Collection entries:
──────────────────────────────
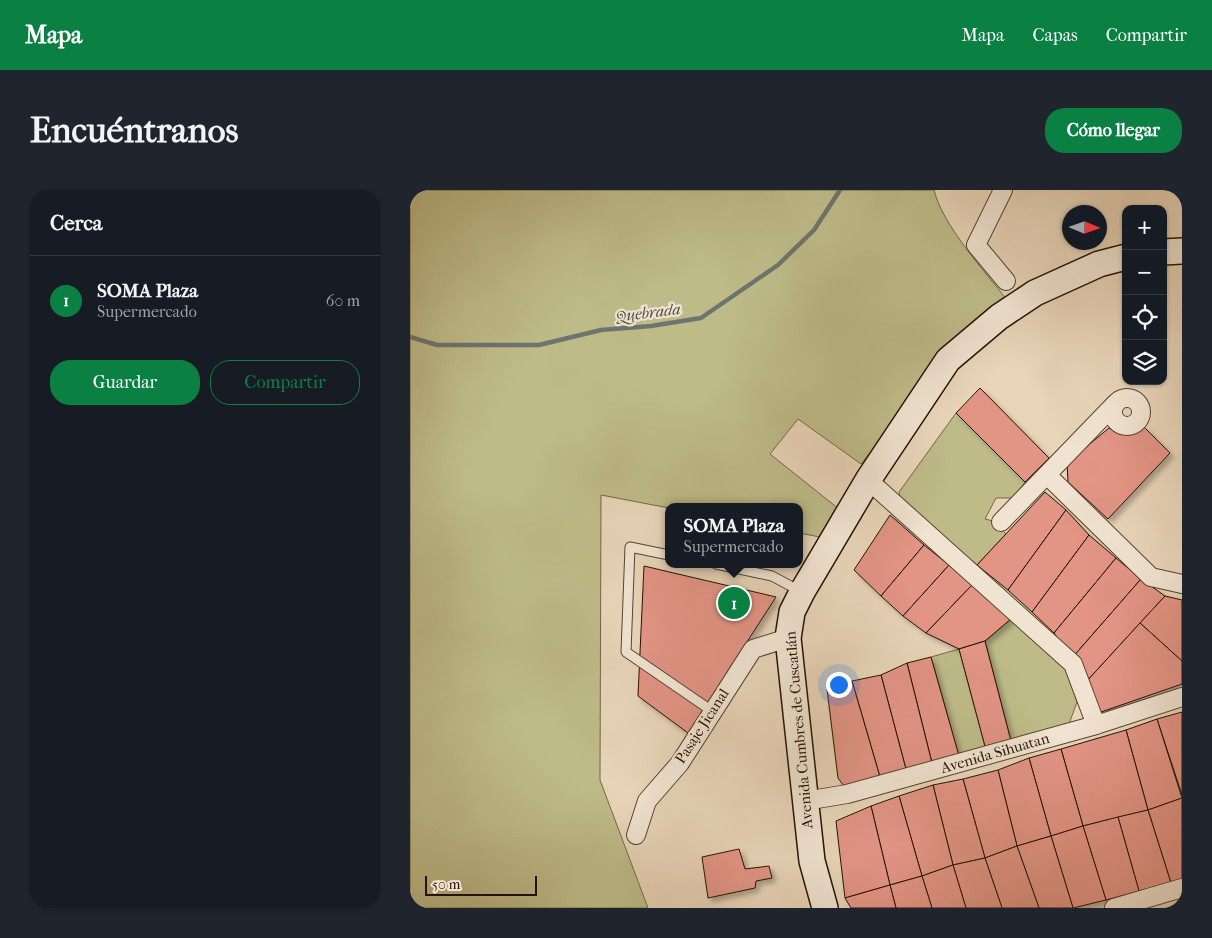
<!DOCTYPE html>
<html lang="es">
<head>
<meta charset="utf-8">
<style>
  :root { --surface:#171b24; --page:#20242c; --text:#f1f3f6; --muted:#9ea1a6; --line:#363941; --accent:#0b8043 }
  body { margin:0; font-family:"IM FELL French Canon",serif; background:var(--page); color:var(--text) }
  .controls { position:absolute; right:15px; top:15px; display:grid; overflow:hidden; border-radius:10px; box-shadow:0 1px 4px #0004 }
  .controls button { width:45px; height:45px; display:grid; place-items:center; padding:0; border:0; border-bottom:1px solid var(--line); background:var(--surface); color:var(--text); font:25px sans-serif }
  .compass { position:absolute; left:652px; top:15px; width:45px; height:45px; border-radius:50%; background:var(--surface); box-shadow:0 1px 4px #0004; rotate:92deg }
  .scale { position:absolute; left:15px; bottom:12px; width:112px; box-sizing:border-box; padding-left:5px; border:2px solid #251300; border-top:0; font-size:14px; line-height:18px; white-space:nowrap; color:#251300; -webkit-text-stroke:4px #f0e3d1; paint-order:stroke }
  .you { position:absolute; left:428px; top:494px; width:18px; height:18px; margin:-12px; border:4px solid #fff; border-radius:50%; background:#1a73e8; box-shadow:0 0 0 8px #1a73e833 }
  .badge { display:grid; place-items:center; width:32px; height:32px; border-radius:50%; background:var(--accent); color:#fff; font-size:16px; font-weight:700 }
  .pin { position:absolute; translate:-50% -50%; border:2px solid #fff; box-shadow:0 1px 5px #0006 }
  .popup { position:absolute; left:255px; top:313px; width:138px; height:65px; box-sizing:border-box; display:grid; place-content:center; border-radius:10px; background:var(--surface); filter:drop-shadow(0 1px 4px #0005); font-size:16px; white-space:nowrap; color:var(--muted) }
  .popup b { font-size:19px; color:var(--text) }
  .popup::after { content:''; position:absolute; left:50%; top:100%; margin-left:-10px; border:10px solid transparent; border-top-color:var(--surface) }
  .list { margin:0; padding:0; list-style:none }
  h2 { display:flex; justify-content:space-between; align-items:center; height:65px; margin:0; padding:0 20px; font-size:21px }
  h2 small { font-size:16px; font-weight:400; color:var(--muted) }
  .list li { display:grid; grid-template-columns:32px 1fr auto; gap:15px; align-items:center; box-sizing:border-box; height:90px; padding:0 20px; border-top:1px solid var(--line) }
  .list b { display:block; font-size:19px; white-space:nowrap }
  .list p { margin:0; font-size:16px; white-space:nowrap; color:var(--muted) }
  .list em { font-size:16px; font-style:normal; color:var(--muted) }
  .actions { display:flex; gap:10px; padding:15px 20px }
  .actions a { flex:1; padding:11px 0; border:1px solid var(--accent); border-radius:20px; text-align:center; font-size:18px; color:var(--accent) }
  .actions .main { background:var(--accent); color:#fff }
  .icon { flex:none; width:28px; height:28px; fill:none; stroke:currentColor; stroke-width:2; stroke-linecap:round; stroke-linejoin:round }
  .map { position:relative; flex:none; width:772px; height:718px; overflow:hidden; border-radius:20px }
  header { display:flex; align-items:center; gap:30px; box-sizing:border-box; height:70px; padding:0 25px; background:var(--accent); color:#fff }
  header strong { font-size:24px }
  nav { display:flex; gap:28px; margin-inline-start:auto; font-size:18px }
  .intro { display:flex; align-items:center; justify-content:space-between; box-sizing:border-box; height:120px; padding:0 30px }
  h1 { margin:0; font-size:35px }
  .button { padding:12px 22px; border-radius:20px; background:var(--accent); color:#fff; font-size:18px; font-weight:700 }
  main { display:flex; gap:30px; padding:0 30px }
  aside { flex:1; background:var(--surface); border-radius:20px; box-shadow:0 1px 4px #0004 }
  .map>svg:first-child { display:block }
  .green { fill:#bebb89; stroke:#726744 }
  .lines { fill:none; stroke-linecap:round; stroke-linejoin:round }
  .stream { stroke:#6c756f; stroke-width:4.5 }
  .building { fill:#e29485; stroke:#251300; filter:url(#shadow) }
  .lane-casing { stroke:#56432e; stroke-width:11 }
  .street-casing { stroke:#56432e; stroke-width:20 }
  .secondary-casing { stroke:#251300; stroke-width:28 }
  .lane { stroke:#f0e3d1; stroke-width:9 }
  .street { stroke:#f0e3d1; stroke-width:18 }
  .secondary { stroke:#f0e3d1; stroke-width:25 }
  .labels { text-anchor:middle; stroke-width:4.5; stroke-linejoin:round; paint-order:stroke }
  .street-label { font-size:15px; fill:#251300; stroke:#f0e3d1 }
  .water-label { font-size:16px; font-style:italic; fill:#4e4c41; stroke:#f0e3d1 }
</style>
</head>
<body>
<header>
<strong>Mapa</strong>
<nav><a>Mapa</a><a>Capas</a><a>Compartir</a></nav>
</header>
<div class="intro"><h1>Encuéntranos</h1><a class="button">Cómo llegar</a></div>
<main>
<aside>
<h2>Cerca<small></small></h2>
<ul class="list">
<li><span class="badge">1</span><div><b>SOMA Plaza</b><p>Supermercado</p></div><em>60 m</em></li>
</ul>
<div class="actions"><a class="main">Guardar</a><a>Compartir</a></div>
</aside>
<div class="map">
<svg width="772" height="718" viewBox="0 0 772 718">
  <defs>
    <filter id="shadow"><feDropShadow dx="4" dy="4" stdDeviation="2.5" flood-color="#0004"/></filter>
  </defs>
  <rect width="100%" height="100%" fill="#e8d4b8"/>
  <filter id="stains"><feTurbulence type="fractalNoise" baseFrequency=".004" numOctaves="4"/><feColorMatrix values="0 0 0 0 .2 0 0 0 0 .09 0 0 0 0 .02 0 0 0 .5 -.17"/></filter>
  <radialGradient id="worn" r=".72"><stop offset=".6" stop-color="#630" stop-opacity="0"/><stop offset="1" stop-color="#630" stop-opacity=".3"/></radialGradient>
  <g class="green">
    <path d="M0,0H524C533,36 574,80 597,110L525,181L451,274L388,229L360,264L429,319L410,347L389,343V317L259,318L191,305L190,590L238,718H0Z"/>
    <path d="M546,223L615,292L604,308H586L575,329L583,331L596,344L567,375L491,311L489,302Z"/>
    <path d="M602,428L654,475L667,512L659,534L601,551L575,451Z"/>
    <path d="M549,459L576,560L549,566L521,467Z"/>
  </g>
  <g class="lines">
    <path class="stream" d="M0,147L27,155H129L191,140L241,136L291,128L368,75L404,40L430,0"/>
  </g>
  <g class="building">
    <path d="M570,198L639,268L615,292L546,223Z"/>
    <path d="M734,237L760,263L698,329L658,292L657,273L699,238L710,244L720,245Z"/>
    <path d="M635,302L656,320L598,400L567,375Z"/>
    <path d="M656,320L679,345L622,422L598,400Z"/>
    <path d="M480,325L514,355L471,406L444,380Z"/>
    <path d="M679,345L706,368L644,443L622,422Z"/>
    <path d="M514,355L539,375L493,426L471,406Z"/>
    <path d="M706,368L731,389L662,468L644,443Z"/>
    <path d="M539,375L562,395L516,443L493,426Z"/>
    <path d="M234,376L366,407L278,543L228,506Z"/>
    <path d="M731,389L755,406L676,492L662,468Z"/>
    <path d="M562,395L602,428L575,451L549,459L516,443Z"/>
    <path d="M755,406L772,410V471L730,433Z"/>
    <path d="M730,433L772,471V494L691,522L676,492Z"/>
    <path d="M575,451L601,551L576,560L549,459Z"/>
    <path d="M521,467L549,566L523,577L497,473Z"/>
    <path d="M497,473L523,577L497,583L471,485Z"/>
    <path d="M471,485L497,583L470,587L442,491Z"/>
    <path d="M442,491L470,587L434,596L428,588L417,499Z"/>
    <path d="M772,522V605L747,529Z"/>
    <path d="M747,529L772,608L738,620L716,540Z"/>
    <path d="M716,540L738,620L673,636L651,559Z"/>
    <path d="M651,559L673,636L641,646L619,568Z"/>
    <path d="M619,568L641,646L607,656L588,580Z"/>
    <path d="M588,580L607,656L575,668L553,589Z"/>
    <path d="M553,589L575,668L543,675L523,595Z"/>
    <path d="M523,595L543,675L512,686L489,606Z"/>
    <path d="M489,606L512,686L480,695L461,616Z"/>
    <path d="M772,608V690L761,693L738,620Z"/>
    <path d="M461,616L480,695L435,708L426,631Z"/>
    <path d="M738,620L761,693L729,701L708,627Z"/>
    <path d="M708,627L729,701L696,710L673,636Z"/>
    <path d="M673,636L696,710L663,718L641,646Z"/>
    <path d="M641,646L663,718H629L607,656Z"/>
    <path d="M607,656L629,718H592L575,668Z"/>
    <path d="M329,659L335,679L359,676L362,688L346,691L345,698L298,708L292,667Z"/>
    <path d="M575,668L592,718H556L543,675Z"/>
    <path d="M543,675L556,718H522L512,686Z"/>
    <path d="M512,686L522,718H486L480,695Z"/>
    <path d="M480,695L486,718H441L435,708Z"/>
  </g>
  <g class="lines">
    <defs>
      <g id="lane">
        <path d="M259,365L220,357L216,462L302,521"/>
        <path d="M306,374L362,386L390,401"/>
      </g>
      <g id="street">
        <path d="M593,0L566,55L596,91"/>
        <circle cx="717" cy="222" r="14"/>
        <path d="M637,285L741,387L772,394"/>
        <path d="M458,290L663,474L686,535"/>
        <path d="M591,332L705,214"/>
        <path d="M395,611L437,604L686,535L772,507"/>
        <path d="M226,645L237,611L270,573L343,459L378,448"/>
        <path d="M704,718L772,698"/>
      </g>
      <g id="secondary">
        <path d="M753,62L772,61"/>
        <path d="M415,718L402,671L378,448L382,422L392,402L458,290L538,170L589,127L625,103L689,74L716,67"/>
      </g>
    </defs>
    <use href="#lane" class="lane-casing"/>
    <use href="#street" class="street-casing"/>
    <use href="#secondary" class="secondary-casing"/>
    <use href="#lane" class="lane"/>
    <use href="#street" class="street"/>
    <use href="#secondary" class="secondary"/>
  </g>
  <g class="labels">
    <g class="street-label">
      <text transform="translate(292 536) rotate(-57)" y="5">Pasaje Jicanal</text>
      <text transform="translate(389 540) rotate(-95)" y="5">Avenida Cumbres de Cuscatlán</text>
      <text transform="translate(585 563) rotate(-16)" y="5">Avenida Sihuatan</text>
    </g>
    <g class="water-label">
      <text transform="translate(238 122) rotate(-7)" y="6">Quebrada</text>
    </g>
  </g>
  <rect width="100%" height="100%" filter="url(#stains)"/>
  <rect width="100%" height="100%" fill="url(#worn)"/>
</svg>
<div class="controls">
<button>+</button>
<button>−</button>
<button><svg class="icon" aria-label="locate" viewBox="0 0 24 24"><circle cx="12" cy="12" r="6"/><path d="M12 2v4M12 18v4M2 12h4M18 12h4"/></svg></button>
<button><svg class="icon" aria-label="layers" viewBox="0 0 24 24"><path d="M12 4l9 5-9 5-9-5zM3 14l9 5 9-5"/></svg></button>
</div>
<svg class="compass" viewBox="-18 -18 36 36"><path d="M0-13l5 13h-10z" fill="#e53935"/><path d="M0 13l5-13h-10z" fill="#9ea1a6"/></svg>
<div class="scale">50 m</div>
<div class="you"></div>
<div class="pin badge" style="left:324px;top:413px">1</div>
<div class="popup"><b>SOMA Plaza</b>Supermercado</div>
</div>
</main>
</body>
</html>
──────────────────────────────
* [YOUR INSTRUCTIONS]:
Please repeat, with no pictures, each line from the start of the records above through the line with "position:absolute; right:15px; top:15px;", inclusive, and only those.

* [REPLY]:
<!DOCTYPE html>
<html lang="es">
<head>
<meta charset="utf-8">
<style>
  :root { --surface:#171b24; --page:#20242c; --text:#f1f3f6; --muted:#9ea1a6; --line:#363941; --accent:#0b8043 }
  body { margin:0; font-family:"IM FELL French Canon",serif; background:var(--page); color:var(--text) }
  .controls { position:absolute; right:15px; top:15px; display:grid; overflow:hidden; border-radius:10px; box-shadow:0 1px 4px #0004 }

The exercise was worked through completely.